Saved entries
——
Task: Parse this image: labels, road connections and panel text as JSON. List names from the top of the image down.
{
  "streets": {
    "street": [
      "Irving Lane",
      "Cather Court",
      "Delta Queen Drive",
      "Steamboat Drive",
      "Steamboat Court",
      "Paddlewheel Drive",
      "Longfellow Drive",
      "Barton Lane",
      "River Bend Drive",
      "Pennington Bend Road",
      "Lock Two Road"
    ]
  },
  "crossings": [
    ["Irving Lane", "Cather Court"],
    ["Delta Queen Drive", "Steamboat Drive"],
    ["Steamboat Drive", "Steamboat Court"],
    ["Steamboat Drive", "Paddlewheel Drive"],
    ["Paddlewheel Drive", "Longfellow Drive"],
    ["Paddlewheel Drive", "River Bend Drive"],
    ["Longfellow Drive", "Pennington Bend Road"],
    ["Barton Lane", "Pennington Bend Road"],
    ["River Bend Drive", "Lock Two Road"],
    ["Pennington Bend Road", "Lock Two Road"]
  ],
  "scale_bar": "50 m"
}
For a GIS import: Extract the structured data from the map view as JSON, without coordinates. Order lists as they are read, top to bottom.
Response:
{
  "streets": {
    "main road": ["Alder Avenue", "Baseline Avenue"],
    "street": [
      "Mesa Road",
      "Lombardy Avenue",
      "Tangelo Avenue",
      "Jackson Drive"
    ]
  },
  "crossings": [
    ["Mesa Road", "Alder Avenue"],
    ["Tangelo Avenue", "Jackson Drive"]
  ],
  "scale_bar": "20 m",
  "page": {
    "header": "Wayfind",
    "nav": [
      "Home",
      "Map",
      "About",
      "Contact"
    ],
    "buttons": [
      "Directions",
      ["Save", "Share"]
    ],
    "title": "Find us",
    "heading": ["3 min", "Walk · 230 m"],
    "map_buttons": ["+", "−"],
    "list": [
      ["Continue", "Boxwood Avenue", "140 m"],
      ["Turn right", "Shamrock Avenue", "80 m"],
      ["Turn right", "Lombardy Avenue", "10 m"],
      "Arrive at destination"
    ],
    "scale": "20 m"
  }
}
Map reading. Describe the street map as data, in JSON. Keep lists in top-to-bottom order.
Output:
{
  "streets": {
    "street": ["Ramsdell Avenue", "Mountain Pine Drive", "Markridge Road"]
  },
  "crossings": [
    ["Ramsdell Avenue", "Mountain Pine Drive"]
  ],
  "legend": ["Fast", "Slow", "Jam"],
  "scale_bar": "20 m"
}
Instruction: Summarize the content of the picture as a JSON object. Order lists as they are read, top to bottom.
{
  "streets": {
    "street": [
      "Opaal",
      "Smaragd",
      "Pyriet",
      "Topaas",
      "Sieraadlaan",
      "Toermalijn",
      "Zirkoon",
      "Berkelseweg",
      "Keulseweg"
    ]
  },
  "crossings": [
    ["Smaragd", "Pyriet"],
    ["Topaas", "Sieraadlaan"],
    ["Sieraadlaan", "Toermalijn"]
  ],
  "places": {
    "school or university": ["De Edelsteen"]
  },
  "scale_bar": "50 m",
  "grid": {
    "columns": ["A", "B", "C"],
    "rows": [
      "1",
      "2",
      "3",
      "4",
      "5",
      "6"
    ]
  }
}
——
▸ YOUR ASSIGNMENT:
The requested lines run from the one with "Map reading. Describe" through the last line of the records. Return them exactly.

▸ SOLUTION TO THE EXERCISE:
Map reading. Describe the street map as data, in JSON. Keep lists in top-to-bottom order.
Output:
{
  "streets": {
    "street": ["Ramsdell Avenue", "Mountain Pine Drive", "Markridge Road"]
  },
  "crossings": [
    ["Ramsdell Avenue", "Mountain Pine Drive"]
  ],
  "legend": ["Fast", "Slow", "Jam"],
  "scale_bar": "20 m"
}
Instruction: Summarize the content of the picture as a JSON object. Order lists as they are read, top to bottom.
{
  "streets": {
    "street": [
      "Opaal",
      "Smaragd",
      "Pyriet",
      "Topaas",
      "Sieraadlaan",
      "Toermalijn",
      "Zirkoon",
      "Berkelseweg",
      "Keulseweg"
    ]
  },
  "crossings": [
    ["Smaragd", "Pyriet"],
    ["Topaas", "Sieraadlaan"],
    ["Sieraadlaan", "Toermalijn"]
  ],
  "places": {
    "school or university": ["De Edelsteen"]
  },
  "scale_bar": "50 m",
  "grid": {
    "columns": ["A", "B", "C"],
    "rows": [
      "1",
      "2",
      "3",
      "4",
      "5",
      "6"
    ]
  }
}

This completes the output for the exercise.